Aujourd’hui la moindre auberge de village a sa gazette ; l’ancien Messager boiteux, de Silbermann, pendu derrière la croisée, ne compte plus ; chacun veut connaître les affaires du pays, et lire son Courrier du Bas-Rhin, ou son Impartial de la Meurthe deux ou trois fois au moins par semaine ; chacun serait honteux de vivre comme un âne, sans s’inquiéter de ce qui regarde tout le monde. Mais avant 89, les gens qui n’avaient à se mêler de rien, et qui n’étaient bons qu’à supporter les impositions, autant qu’il plaisait au roi de leur en mettre sur le dos, les gens n’aimaient pas à lire ; la plupart ne connaissaient pas même la première lettre ; et puis les gazettes étaient très-chères ! et maître Jean, quoique à son aise, n’aurait pas voulu pour son plaisir faire une aussi grosse dépense.

Heureusement le petit colporteur Chauvel nous en apportait un paquet, chaque fois qu’il rentrait de ses tournées en Alsace, en Lorraine ou dans le Palatinat.

Voilà bien encore une de ces figures comme on n’en voit plus depuis la Révolution : le colporteur d’almanachs, de bons paroissiens, de salutations à la Vierge, de catéchismes, de croisettes [1], etc. ; celui qui roulait de Strasbourg à Metz, de Trèves à Nancy, Pont-à-Mousson, Toul, Verdun ; qu’on rencontrait dans tous les sentiers, au fond des bois, devant les fermes, les couvents, les abbayes, à l’entrée des villages, avec sa carmagnole de bure, ses guêtres à bouton d’os, montant jusqu’aux genoux, de gros souliers chargés de clous luisants, les reins pliés, la bretelle de cuir en travers de l’épaule, et l’immense panier d’osier sur le dos, comme une montagne.
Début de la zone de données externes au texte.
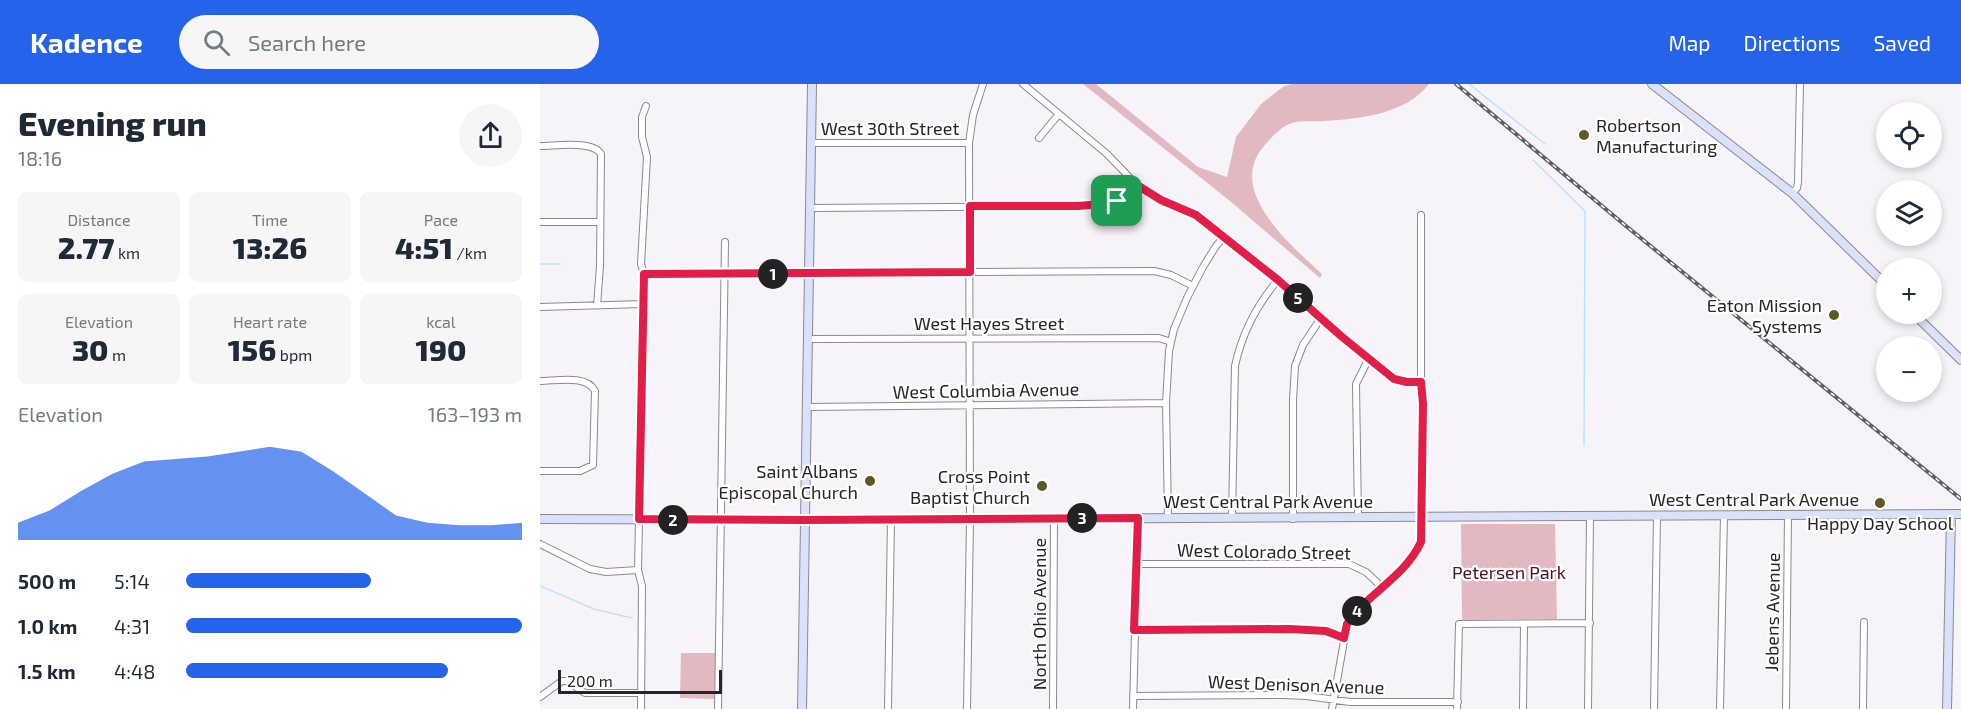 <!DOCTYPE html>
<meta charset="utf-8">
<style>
body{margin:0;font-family:"Exo 2",sans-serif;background:#f6f6f7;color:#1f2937;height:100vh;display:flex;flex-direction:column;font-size:22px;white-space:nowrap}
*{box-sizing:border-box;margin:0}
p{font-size:20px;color:#747a83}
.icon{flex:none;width:33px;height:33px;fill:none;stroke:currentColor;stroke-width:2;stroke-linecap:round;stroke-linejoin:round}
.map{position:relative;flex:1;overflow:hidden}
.side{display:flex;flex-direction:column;background:#fff;width:540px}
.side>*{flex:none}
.fabs{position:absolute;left:1336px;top:18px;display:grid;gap:12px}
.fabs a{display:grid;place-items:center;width:66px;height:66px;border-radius:50%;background:#fff;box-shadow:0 3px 9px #0003;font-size:30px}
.scale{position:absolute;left:18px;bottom:15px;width:164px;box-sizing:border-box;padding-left:6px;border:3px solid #262628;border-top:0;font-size:16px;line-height:21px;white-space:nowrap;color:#262628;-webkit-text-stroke:4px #fff;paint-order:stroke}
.pin{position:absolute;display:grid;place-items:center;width:51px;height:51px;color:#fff;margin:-26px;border-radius:12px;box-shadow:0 3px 9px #0006}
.km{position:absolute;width:30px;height:30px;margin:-15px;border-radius:50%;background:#222;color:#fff;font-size:16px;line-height:30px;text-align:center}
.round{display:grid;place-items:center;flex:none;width:63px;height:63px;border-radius:32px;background:#f6f6f7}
.summary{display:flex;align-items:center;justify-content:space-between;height:102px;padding:0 18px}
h1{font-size:33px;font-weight:800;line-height:45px}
.metrics{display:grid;grid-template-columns:repeat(3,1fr);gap:9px;height:102px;padding:6px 18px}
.metrics div{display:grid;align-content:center;border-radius:9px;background:#f6f6f7;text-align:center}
.metrics b{font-size:30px;font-weight:800}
.metrics small{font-size:16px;font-weight:400}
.metrics p{font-size:16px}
.chart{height:168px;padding:12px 18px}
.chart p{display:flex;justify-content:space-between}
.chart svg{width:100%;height:108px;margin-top:6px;fill:#2563eb;opacity:.7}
ul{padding:0 18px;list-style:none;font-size:20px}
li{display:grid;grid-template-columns:96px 72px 1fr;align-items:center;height:45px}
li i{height:15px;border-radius:8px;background:#2563eb}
header{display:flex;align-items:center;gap:36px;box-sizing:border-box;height:84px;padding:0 30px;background:#2563eb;color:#fff}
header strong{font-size:28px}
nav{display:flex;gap:33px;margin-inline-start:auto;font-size:21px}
.search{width:420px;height:54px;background:#f6f6f7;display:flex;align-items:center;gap:15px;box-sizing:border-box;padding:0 21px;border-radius:33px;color:#747a83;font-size:22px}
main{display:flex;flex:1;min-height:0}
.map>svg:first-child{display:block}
.green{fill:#e2b9c0}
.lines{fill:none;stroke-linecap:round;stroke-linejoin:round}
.stream{stroke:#bce2fe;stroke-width:1.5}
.street-casing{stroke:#8b898e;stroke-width:8}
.secondary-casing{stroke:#8b898e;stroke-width:10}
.street{stroke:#fff;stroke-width:6}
.secondary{stroke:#dae1fa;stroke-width:8}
.rail-casing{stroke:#605f62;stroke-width:4}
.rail{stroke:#fff;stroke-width:1.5;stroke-dasharray:4.5;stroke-linecap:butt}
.route-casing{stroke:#fff;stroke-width:12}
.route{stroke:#e11d48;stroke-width:8}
.poi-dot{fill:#5f5824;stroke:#fff;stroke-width:2}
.labels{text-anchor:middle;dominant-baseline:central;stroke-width:4.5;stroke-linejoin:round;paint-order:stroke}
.poi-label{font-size:18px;fill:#262628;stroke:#fff;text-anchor:end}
.street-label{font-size:18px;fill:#262628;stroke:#fff}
.park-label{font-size:18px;fill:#4a1122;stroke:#fff}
</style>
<header>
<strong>Kadence</strong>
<div class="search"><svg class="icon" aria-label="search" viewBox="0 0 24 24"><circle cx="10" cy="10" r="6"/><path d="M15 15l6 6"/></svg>Search here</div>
<nav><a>Map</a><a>Directions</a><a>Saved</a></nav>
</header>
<main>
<section class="side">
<div class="summary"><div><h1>Evening run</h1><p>18:16</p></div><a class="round"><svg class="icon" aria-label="share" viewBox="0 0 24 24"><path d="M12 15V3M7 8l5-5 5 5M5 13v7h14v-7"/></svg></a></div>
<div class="metrics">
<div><p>Distance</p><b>2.77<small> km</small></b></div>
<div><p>Time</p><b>13:26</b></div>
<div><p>Pace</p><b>4:51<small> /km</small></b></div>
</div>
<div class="metrics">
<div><p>Elevation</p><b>30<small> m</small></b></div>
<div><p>Heart rate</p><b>156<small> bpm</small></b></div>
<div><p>kcal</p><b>190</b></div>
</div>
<div class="chart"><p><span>Elevation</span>163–193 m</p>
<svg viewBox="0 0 160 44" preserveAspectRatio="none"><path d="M0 44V37L10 32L20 24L30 17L40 12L50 11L60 10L70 8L80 6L90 8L100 16L110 25L120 34L130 37L140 38L150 38L160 37V44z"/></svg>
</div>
<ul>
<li><b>500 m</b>5:14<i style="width:55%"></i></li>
<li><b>1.0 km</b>4:31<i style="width:100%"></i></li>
<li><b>1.5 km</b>4:48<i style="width:78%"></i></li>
</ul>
</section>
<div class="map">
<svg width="1421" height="625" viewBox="0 0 1421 625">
<rect width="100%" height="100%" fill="#f6f4f9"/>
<path class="green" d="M543 0H556L658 83 687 93 696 53 721 20 744 2 753 0H889C866 30 820 35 784 37 775 38 761 36 752 39 740 43 732 53 724 62 685 107 752 162 782 190L780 194 690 117Z
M921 440H1015L1017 535 922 536Z
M141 569H176L174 615 140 614Z"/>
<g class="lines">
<path class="stream" d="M929 0 1005 60
M993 76 1045 127 1044 362
M0 180H20
M0 502 54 525 92 534"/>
<g class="street-casing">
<path id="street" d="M483 0 567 70 597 101 621 115 656 131 738 196 801 252 854 295 867 298H881
M499 54 519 30
M271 59H429
M0 62C16 62 53 56 61 70L60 182 57 222
M1252 109 1257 104 1258 98 1260 0
M270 124 538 122 577 117 597 101
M0 138H60
M104 190 614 187 631 191 653 202
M0 223 103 220
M267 255 619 254 631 258
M0 297C16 297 47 290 55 307L53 381 40 387H0
M267 323 626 319
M628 433 626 319 629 267 634 245 647 214 663 183 676 162 684 153
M692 433 695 282C702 249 716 222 738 196
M818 433 816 300 829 274
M753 435V316L755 282 763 261 781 234
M0 460 50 485 66 488 98 486
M596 480H809L826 488 843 504
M594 546 750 545 786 547 804 554
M593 612 744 611 767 612 810 618H918
M0 613 22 597H27L45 609H101
M101 625 102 502 98 486 104 190 101 180 107 73 102 53V33L106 22
M178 625 185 158
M348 625 351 435
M427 625 430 435 429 59 433 31 443 0
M513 625 514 434
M593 625 598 434
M792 625 807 540 819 525 857 492 874 474 881 458 883 320 881 298V131
M917 625 919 540 1050 539
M983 625 984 540
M1048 625 1050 432
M1114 625 1117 431
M1180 625 1184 431
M1246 625 1248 430
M1323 625 1324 538"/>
</g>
<g class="secondary-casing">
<path id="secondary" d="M1112 0 1252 109 1347 202
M1374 230 1421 276
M0 435 264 436 1421 430
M262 625 272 0
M1407 625 1411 430"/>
</g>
<use href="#street" class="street"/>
<use href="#secondary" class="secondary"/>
<g class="rail-casing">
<path id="rail" d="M916 0 1086 142 1421 415"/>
</g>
<use href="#rail" class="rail"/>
</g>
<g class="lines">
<g class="route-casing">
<path id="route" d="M597 101 621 116 656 131 738 196 801 252 854 295 867 298H881L883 320 881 458C866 490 835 506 812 532L807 540 804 554 786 547 750 545 594 546 598 434 264 436 99 435 104 190 430 188V122H538L562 120 577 117Z"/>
</g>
<use href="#route" class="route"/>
</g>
<g class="poi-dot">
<circle cx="1044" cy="51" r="6"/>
<circle cx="1294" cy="231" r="6"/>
<circle cx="330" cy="397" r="6"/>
<circle cx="502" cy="402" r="6"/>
<circle cx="1340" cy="419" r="6"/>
</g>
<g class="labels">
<g class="poi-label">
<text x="1056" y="41" text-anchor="start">Robertson<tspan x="1056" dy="21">Manufacturing</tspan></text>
<text x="1282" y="221">Eaton Mission<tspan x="1282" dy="21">Systems</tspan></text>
<text x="318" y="387">Saint Albans<tspan x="318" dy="21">Episcopal Church</tspan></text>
<text x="490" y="392">Cross Point<tspan x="490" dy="21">Baptist Church</tspan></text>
<text x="1340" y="439" text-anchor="middle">Happy Day School</text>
</g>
<g class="street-label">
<text x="350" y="44">West 30th Street</text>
<text x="449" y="239">West Hayes Street</text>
<text transform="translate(446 306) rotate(-1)">West Columbia Avenue</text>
<text x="1214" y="415">West Central Park Avenue</text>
<text x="728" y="417">West Central Park Avenue</text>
<text transform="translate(724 467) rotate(1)">West Colorado Street</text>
<text transform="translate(1232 528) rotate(-89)">Jebens Avenue</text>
<text transform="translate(499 530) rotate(-90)">North Ohio Avenue</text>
<text transform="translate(756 600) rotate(2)">West Denison Avenue</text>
</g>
<g class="park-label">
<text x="969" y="488">Petersen Park</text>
</g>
</g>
</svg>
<div class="fabs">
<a><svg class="icon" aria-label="locate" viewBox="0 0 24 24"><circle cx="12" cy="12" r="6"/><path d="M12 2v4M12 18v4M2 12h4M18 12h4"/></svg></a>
<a><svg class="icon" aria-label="layers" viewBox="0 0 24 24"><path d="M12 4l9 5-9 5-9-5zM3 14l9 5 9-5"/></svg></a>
<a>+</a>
<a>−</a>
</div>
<div class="scale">200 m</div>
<div class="pin" style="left:577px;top:117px;background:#1e9e55"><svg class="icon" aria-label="arrive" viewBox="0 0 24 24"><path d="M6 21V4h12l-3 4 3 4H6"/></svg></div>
<b class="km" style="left:233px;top:190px">1</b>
<b class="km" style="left:133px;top:436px">2</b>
<b class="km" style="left:542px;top:434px">3</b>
<b class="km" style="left:817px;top:527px">4</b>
<b class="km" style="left:758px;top:214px">5</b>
</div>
</main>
Il vendait des livres de messe, mais combien de livres défendus passaient en contrebande : des Jean-Jacques, des Voltaire, des Raynal, des Helvétius !

Le père Chauvel était le plus fin, le plus hardi de tous ces contrebandiers d’Alsace et de Lorraine. C’était un petit homme brun, sec, nerveux, les lèvres serrées et le nez crochu. Son panier avait l’air de l’écraser, mais il le portait bien tout de même. En passant, ses petits yeux noirs vous entraient jusqu’au fond de l’âme, il savait d’un coup d’œil ce que vous étiez, si vous vouliez quelque chose, si vous apparteniez à la maréchaussée, s’il devait vous craindre ou vous offrir un de ses livres. Il le fallait, car d’être pris en faisant cette contrebande-là, c’était un cas de galères.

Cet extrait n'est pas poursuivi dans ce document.